The jacket’s coarse fabric was horribly itchy without a proper field shirt underneath, but at least now she looked like a real Garrison soldier. She was hurrying out of the armory to find her luggage—which included what might well be the only properly maintained set of vertical maneuvering gear in all of Trost—when she turned a corner and walked face first into Captain Woermann.
“I’m so sorry, sir,” she said, dropping into an automatic curtsy despite the fact that she wasn’t wearing a dress. The captain didn’t seem to notice her awkwardness. In fact he looked even more flustered than she was as he dropped into a low bow.
“Lady Rosalie,” he said, his nasal voice desperate. “Please accept my sincerest apologies for not welcoming you properly. I didn’t know you were in Trost until I received your father’s letter this afternoon. I am dreadfully sorry you were shoved in with the common soldiers. Had I known you were here, I never would have allowed—”
“It’s fine, sir,” she said, cutting him off before he made things any more uncomfortable. “I came on extremely short notice, and I enlisted to be a common soldier, so there’s no need to apologize.”
“But you’re a Dumarque!” Woermann cried, his deep-set eyes scandalized. “The king’s own cousin! I could not possibly permit a lady of your rank to serve on the wall.
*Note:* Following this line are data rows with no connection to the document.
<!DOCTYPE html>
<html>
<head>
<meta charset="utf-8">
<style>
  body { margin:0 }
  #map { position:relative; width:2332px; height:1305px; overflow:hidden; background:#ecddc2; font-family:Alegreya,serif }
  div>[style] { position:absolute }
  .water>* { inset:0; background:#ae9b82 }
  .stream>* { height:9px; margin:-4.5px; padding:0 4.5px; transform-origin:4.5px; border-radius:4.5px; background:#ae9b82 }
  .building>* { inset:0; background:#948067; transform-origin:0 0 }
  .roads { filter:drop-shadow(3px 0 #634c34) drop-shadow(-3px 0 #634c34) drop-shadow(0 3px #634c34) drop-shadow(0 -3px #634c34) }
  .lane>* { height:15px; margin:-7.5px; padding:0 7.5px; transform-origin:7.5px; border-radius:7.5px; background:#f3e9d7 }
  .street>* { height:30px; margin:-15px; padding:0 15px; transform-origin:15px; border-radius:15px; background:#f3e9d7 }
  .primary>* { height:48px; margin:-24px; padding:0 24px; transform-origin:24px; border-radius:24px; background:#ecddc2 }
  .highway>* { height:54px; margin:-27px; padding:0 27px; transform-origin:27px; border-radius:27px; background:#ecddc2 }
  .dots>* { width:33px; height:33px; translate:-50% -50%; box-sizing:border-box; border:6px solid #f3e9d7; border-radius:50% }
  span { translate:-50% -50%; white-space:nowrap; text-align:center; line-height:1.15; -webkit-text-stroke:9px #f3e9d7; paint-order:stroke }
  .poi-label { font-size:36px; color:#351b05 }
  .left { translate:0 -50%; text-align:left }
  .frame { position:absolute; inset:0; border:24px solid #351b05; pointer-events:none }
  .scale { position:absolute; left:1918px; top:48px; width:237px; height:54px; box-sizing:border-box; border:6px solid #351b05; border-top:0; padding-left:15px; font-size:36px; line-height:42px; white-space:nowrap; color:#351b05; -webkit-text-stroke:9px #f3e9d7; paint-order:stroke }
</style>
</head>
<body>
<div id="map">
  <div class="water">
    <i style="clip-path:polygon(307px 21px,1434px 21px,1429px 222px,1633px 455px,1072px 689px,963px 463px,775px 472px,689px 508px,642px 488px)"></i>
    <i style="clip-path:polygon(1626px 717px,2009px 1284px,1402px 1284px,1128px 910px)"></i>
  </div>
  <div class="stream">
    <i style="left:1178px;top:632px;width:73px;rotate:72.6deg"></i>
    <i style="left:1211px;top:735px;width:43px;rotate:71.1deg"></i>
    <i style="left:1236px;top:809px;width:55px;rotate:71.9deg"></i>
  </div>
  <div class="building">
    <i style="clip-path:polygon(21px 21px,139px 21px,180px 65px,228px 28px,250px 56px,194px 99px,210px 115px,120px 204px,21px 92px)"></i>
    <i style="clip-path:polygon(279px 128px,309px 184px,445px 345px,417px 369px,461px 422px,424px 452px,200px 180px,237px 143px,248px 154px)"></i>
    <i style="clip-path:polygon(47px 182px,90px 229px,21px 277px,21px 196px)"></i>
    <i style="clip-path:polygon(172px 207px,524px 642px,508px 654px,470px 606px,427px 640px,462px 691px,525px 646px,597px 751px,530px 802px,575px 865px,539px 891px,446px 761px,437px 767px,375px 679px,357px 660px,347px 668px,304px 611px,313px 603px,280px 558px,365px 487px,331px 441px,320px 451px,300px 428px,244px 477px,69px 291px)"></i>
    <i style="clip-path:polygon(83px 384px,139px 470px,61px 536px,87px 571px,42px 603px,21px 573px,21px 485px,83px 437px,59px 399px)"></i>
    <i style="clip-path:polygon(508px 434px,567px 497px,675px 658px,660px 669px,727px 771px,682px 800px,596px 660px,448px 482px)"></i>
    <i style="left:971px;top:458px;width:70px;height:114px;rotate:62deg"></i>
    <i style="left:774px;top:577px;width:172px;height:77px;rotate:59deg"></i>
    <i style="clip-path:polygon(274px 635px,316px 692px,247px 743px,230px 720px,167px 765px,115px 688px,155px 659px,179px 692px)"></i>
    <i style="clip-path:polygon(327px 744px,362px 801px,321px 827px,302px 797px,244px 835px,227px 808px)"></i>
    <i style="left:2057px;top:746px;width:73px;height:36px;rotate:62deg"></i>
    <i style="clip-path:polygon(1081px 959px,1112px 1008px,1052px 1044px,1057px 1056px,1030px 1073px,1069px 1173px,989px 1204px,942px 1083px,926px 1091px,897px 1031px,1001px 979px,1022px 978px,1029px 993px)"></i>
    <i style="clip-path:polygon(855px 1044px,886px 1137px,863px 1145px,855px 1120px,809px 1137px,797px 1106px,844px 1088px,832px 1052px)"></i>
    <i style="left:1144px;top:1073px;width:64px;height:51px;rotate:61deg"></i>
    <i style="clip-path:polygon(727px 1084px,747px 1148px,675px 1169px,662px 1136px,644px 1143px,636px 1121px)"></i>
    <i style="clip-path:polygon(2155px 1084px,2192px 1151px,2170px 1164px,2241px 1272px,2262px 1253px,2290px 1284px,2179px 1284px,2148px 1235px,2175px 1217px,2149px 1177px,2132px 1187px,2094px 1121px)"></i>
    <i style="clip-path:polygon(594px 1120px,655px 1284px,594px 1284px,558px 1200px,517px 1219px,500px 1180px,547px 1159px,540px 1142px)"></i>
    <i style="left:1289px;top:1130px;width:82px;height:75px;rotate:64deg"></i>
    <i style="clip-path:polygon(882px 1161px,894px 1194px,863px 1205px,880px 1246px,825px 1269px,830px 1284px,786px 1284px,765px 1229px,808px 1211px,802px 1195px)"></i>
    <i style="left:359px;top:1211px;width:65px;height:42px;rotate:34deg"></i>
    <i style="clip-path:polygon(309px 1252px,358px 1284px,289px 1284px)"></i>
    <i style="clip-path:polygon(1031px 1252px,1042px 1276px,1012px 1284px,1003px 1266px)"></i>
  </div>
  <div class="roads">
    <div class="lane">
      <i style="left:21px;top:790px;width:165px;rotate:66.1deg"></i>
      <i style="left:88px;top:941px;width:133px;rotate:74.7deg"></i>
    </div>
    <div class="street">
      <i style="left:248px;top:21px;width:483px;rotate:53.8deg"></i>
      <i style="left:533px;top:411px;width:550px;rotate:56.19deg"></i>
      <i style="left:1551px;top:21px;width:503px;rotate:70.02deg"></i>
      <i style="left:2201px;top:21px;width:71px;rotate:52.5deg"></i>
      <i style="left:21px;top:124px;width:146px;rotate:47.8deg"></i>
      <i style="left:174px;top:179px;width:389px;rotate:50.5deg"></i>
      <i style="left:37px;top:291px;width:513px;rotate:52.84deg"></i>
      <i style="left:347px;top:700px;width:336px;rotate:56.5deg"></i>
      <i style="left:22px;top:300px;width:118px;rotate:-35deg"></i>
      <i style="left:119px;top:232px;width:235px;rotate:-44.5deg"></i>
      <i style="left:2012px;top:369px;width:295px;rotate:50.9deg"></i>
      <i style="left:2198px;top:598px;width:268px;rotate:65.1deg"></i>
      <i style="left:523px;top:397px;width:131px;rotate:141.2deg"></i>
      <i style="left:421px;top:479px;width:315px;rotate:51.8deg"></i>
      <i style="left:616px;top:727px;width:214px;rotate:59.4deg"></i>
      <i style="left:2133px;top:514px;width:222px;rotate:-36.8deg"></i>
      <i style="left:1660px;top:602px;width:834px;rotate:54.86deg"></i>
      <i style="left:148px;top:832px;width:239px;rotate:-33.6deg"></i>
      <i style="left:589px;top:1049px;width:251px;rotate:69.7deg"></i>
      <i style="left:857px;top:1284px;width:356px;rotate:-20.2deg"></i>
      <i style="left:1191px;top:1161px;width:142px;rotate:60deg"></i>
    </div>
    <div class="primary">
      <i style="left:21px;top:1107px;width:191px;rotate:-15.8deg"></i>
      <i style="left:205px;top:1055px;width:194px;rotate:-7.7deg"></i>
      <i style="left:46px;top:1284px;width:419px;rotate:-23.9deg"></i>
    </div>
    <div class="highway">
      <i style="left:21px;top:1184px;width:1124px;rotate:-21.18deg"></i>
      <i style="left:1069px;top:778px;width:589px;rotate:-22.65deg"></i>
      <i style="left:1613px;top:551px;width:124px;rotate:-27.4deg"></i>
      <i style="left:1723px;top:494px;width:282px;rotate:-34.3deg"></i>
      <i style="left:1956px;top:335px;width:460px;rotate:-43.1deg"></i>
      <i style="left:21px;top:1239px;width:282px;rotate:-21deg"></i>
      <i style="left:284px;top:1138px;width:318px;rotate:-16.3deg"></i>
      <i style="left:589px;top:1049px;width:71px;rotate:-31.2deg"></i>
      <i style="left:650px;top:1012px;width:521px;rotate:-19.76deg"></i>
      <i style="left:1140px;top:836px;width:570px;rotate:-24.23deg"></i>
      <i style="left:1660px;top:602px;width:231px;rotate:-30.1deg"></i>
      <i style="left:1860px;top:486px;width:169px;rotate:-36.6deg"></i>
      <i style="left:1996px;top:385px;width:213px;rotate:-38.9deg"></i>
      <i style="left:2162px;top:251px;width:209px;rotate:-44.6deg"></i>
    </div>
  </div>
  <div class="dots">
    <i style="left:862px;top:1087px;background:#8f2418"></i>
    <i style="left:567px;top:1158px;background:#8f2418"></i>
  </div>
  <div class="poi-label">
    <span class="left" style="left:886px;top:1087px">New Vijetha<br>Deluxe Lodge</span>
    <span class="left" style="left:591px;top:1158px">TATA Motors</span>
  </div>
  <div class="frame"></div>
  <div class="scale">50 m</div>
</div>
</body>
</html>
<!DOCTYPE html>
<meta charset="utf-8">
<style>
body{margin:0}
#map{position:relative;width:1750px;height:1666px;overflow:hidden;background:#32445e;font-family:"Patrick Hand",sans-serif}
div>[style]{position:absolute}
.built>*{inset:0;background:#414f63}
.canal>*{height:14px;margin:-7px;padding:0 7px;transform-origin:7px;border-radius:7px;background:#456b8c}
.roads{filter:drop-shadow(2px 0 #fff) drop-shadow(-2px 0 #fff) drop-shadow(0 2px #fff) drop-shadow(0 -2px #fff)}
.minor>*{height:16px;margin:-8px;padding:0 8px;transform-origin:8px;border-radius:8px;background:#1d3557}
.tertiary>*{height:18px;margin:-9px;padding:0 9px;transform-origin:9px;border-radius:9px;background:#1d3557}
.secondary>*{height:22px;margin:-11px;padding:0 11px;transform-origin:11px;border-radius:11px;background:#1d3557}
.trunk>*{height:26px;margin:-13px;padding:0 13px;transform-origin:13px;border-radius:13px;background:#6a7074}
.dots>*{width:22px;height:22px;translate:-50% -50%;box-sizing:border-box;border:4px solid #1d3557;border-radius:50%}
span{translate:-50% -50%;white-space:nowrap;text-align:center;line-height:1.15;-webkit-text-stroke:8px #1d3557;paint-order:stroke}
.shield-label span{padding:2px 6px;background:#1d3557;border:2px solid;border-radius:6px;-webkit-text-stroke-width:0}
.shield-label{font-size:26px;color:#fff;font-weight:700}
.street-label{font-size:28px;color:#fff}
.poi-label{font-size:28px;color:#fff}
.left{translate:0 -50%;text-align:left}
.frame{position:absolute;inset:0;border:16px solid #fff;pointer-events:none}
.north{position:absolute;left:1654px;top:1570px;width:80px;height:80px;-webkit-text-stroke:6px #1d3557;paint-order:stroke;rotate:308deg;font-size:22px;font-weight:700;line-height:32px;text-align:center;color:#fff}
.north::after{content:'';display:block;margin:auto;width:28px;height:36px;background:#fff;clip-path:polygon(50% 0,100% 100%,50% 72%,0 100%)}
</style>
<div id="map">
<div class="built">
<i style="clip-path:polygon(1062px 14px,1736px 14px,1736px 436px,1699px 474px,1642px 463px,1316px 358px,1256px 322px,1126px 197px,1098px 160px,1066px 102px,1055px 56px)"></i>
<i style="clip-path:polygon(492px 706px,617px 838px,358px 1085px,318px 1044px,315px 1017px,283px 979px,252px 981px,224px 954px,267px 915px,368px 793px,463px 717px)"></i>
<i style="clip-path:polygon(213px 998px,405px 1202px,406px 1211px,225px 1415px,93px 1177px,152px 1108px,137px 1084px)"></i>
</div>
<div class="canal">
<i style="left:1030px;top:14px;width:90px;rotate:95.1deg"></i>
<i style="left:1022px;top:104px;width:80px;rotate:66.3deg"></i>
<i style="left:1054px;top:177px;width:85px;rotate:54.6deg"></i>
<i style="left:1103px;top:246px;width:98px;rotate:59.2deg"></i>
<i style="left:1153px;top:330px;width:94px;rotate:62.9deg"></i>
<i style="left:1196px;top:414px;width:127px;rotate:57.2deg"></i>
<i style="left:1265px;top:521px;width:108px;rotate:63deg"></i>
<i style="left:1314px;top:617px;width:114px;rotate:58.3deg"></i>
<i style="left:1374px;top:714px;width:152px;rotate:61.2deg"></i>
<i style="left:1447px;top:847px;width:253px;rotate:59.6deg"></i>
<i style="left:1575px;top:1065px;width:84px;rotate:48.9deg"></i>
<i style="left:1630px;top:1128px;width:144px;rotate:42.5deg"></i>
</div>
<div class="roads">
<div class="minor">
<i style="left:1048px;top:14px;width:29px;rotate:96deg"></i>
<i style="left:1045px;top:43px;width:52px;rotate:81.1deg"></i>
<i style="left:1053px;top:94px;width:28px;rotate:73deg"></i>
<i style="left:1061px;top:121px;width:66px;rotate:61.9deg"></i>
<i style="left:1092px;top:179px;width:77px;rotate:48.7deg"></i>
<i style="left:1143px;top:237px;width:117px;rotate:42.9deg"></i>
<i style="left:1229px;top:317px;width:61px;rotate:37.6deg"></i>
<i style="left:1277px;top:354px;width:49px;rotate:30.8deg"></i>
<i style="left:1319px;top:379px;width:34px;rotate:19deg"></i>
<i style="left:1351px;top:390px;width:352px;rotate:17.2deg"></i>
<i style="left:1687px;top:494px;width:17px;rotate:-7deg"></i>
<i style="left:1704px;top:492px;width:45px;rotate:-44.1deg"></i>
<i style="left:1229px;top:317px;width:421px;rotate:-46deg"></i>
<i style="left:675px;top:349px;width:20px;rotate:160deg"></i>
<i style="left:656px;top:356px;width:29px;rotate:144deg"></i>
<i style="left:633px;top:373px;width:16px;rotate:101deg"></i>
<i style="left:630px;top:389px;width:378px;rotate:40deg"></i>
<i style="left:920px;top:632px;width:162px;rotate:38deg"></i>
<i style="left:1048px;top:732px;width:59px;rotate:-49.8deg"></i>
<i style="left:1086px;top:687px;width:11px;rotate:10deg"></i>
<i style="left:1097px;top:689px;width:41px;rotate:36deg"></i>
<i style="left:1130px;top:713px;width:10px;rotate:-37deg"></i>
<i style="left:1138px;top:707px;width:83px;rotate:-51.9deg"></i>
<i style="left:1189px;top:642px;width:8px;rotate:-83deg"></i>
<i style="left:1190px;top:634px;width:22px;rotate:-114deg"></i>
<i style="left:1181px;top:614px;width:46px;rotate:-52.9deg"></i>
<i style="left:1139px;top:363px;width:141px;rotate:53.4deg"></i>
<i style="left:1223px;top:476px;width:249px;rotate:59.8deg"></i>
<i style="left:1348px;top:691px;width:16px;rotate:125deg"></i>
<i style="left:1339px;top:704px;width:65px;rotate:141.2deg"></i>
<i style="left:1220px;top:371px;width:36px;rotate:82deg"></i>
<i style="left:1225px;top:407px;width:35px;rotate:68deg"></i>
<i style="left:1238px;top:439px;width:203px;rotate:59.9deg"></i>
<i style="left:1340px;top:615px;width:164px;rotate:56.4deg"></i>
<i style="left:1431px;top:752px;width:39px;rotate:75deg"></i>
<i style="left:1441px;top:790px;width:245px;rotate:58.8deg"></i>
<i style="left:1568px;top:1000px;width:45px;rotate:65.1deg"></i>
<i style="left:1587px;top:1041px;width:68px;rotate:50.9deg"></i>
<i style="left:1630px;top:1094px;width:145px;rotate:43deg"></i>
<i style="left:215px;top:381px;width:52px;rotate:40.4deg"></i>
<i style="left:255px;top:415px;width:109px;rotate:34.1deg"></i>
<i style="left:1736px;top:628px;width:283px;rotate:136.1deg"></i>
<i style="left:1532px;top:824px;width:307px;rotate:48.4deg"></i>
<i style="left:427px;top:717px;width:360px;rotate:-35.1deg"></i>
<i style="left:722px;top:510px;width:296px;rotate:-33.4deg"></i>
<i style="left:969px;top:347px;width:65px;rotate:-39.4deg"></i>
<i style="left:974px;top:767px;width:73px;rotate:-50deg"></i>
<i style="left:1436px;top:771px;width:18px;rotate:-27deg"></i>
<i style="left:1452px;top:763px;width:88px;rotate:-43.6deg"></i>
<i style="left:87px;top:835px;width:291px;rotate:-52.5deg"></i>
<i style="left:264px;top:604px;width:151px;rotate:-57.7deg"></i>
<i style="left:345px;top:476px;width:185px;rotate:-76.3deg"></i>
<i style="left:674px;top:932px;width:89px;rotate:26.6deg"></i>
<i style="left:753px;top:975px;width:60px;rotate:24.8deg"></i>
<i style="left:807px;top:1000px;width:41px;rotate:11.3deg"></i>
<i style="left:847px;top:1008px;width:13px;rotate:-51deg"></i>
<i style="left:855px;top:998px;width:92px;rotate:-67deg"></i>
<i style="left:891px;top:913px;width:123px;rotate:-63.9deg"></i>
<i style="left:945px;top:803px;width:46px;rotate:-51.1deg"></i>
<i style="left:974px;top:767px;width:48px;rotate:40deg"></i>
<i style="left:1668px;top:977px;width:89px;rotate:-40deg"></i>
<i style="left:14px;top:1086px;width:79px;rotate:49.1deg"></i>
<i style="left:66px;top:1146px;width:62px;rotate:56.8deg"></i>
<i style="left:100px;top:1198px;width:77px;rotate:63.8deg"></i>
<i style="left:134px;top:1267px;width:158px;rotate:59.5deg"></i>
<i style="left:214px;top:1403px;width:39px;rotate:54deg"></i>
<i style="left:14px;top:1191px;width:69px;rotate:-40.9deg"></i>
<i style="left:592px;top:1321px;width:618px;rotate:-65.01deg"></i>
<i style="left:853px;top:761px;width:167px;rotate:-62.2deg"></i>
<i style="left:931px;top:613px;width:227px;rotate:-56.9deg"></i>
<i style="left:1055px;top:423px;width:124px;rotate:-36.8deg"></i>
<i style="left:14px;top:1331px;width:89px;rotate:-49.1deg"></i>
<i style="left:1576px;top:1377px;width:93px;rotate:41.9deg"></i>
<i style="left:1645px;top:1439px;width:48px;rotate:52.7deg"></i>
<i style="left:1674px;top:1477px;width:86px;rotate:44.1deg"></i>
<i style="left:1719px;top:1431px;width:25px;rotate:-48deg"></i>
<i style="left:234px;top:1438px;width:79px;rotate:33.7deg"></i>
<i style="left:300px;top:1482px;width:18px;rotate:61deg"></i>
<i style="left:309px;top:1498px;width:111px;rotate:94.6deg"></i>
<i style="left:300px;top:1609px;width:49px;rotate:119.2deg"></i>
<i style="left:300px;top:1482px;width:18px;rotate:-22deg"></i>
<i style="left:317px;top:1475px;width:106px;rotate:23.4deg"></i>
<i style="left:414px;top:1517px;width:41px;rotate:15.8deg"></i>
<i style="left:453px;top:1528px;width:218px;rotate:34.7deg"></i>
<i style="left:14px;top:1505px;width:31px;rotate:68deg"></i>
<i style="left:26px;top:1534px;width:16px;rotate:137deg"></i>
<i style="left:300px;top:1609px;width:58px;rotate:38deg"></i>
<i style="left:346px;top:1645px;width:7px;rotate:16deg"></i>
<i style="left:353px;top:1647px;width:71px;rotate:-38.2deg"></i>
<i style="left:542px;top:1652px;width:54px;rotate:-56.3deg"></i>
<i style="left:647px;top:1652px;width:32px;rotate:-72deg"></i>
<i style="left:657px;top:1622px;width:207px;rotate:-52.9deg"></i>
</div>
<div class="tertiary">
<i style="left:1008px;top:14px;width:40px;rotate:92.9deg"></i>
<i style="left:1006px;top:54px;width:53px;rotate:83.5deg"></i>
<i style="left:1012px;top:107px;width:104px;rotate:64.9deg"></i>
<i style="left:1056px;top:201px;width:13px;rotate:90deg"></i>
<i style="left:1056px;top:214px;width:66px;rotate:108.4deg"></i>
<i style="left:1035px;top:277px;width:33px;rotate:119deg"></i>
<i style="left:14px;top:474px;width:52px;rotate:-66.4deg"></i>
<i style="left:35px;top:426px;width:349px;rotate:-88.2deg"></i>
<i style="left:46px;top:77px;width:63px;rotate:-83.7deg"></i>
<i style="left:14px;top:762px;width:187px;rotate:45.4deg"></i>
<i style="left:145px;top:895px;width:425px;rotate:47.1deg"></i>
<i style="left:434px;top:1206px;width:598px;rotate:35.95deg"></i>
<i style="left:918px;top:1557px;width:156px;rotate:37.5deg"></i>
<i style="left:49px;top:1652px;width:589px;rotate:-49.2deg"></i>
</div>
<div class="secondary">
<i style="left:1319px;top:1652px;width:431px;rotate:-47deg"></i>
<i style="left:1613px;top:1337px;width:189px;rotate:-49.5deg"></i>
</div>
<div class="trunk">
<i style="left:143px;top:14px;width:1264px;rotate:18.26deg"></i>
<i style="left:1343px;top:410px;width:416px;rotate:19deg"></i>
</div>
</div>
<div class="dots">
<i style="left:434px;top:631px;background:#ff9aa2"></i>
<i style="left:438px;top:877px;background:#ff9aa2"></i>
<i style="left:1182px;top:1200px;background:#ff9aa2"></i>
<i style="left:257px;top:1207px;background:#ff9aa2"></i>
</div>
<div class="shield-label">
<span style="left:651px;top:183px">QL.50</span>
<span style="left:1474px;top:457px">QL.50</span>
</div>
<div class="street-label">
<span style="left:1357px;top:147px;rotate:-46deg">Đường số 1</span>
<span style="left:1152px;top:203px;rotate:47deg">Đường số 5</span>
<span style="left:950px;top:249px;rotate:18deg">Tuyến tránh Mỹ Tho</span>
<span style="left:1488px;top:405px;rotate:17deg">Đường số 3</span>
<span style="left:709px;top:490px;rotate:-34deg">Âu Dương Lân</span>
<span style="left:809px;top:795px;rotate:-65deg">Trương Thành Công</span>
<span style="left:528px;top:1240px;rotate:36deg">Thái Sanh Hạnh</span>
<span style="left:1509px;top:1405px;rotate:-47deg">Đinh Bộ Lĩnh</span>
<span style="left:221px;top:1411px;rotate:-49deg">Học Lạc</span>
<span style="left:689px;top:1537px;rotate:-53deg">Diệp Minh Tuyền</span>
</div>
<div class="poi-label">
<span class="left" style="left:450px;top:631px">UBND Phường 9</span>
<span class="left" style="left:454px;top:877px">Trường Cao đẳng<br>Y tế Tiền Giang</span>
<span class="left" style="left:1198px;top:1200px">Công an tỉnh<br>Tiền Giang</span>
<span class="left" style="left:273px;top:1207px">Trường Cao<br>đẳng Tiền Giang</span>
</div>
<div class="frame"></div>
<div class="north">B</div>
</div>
It would be an insult to your illustrious—”
“It’s fi
ne,” Rosalie said again, more sharply this time. “I’m grateful for your concern, Captain, but serving on the wall is what I came to Trost to do.”
The captain’s scowl deepened. “With respect, my lady, this is no place for someone like you. Our frontline soldiers come from the lowest walks of life. They’re refugees, riff-raff, people for whom the guarantee of a good meal and steady pay is reason enough to risk their lives. Such desperate, dangerous people always resent those of us who are more successful, and I simply couldn’t face your father if something happened to you.”
He sounded deeply concerned, but it was all Rosalie could do not to roll her eyes. Really? Fear of the jealous commoners? That was what he was going with? She’d heard better arguments from her maids when they were trying to get each other in trouble. But ridiculous as this was, it wouldn’t do to be rude to the captain of Trost, so Rosalie plastered on her best fake-sincere smile.
“Thank you so much for your concern,” she said sweetly. “But all of my fellow soldiers have been wonderful so far. A trait which I’m sure is due to your leadership. With you in command, I’m certain I’ll be perfectly fine here in Trost. Now if you’ll excuse me, it’s been a long day, and I’d like to get to dinner.”
That was probably laying it on too thick, but Rosalie was tired and had no patience for this conversation right now. She was about to finish him with a dazzling smile and make a break for the mess hall when Woermann said, “I hear you’re having trouble with your sergeant.”
Rosalie paused midstep.
“Jackson Cunningham, right?” the captain went on. “He has quite the record. I’ve tried to discharge him several times, but for some reason, Lieutenant Brigitte insists on keeping him around. Of course, if you asked me, that would be a different matter.” He smiled. “I’d be happy to discipline him for you, if you’d like.”
“You’d do that?”
“Of course,” he said. “Anything for Lord Dumarque’s daughter.”